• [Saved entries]

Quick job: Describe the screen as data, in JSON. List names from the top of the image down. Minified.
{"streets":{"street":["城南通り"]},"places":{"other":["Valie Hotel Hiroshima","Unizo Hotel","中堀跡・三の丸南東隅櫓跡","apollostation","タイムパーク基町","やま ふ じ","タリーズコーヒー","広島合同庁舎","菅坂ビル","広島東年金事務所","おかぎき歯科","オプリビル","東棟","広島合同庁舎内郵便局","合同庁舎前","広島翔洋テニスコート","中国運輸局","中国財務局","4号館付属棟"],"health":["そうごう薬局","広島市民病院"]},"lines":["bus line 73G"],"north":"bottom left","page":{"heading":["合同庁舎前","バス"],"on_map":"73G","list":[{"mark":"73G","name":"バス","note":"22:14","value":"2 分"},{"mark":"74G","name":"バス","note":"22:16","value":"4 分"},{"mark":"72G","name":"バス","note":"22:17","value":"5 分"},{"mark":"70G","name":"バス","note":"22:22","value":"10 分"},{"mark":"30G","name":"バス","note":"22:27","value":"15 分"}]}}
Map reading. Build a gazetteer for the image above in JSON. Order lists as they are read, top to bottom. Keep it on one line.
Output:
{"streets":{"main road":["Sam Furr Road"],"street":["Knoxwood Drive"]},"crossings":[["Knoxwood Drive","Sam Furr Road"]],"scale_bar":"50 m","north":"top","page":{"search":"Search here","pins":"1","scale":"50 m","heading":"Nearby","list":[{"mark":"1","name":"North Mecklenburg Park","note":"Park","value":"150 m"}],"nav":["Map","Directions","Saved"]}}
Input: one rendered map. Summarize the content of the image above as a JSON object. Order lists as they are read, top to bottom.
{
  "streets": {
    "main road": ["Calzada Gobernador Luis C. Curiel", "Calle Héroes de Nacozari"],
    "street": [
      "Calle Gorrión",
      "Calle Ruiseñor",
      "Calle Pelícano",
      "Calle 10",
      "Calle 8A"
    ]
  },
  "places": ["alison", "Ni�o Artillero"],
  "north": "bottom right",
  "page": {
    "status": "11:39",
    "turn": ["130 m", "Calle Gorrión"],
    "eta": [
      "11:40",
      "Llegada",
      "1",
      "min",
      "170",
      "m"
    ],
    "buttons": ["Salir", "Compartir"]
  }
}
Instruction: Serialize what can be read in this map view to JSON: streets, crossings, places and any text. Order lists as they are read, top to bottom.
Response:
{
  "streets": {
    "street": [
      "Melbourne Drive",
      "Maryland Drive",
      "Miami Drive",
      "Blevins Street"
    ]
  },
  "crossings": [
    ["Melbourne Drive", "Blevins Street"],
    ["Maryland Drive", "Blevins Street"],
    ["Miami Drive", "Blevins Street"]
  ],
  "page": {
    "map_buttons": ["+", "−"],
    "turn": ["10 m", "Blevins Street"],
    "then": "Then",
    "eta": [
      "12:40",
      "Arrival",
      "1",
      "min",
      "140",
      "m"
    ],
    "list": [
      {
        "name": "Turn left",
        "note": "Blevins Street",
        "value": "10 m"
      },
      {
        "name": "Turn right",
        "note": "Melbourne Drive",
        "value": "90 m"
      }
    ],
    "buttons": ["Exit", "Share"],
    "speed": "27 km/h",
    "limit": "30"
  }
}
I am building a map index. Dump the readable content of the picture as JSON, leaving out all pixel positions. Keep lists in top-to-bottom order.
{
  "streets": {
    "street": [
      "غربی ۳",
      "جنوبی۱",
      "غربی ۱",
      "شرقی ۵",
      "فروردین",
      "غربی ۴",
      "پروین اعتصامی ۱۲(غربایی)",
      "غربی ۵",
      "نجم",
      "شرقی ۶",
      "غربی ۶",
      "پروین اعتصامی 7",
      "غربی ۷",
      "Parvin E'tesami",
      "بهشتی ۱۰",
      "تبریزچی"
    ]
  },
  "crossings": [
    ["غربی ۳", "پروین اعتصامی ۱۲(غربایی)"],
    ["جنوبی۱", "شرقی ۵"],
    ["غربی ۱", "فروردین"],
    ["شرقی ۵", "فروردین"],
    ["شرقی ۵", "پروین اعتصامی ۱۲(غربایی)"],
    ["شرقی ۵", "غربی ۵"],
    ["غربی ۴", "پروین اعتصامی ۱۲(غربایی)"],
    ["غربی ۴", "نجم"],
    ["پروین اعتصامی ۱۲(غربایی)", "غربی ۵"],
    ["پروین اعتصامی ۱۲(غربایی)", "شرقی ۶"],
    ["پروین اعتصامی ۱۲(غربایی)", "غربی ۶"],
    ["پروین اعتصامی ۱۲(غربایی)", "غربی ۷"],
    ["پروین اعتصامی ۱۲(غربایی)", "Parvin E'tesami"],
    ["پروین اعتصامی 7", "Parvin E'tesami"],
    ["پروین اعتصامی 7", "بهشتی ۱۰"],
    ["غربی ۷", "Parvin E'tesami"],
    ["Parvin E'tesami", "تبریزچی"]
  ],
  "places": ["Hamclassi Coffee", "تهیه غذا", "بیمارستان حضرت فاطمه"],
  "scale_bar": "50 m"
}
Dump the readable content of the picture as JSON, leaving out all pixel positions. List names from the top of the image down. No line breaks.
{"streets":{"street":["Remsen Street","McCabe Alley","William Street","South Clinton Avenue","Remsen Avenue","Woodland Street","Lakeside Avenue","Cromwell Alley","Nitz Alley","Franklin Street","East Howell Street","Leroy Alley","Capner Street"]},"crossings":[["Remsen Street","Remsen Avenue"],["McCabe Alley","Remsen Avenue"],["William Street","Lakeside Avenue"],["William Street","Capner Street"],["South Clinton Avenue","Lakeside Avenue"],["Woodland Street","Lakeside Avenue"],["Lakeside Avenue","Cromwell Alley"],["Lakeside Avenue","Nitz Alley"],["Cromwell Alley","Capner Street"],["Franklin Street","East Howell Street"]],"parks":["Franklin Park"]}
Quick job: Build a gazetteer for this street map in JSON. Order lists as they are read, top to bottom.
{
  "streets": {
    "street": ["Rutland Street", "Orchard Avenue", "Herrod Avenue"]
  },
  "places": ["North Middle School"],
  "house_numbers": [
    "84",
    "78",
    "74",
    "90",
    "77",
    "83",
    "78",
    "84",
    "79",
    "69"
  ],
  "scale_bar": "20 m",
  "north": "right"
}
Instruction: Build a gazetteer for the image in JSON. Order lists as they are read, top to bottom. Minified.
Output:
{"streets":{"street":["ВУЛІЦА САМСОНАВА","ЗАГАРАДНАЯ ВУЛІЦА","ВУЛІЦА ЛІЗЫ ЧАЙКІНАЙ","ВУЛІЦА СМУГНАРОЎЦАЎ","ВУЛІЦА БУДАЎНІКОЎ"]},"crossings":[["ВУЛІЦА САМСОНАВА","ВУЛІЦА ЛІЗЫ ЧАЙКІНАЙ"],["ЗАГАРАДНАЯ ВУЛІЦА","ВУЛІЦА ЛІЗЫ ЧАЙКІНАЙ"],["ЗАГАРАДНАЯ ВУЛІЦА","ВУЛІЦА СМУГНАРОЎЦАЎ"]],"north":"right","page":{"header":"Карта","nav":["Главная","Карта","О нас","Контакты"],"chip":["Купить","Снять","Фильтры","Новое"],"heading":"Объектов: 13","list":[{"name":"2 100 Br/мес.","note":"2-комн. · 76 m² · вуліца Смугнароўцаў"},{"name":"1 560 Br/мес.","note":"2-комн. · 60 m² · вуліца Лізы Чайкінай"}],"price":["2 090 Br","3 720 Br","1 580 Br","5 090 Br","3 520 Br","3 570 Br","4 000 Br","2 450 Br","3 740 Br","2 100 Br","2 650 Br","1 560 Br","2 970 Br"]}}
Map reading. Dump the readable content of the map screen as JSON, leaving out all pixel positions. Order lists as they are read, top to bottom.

• [Problem statement]
Each line of the data above containing the string "Instruction" is to be copied.

• [Answer space]
Instruction: Serialize what can be read in this map view to JSON: streets, crossings, places and any text. Order lists as they are read, top to bottom.
Instruction: Build a gazetteer for the image in JSON. Order lists as they are read, top to bottom. Minified.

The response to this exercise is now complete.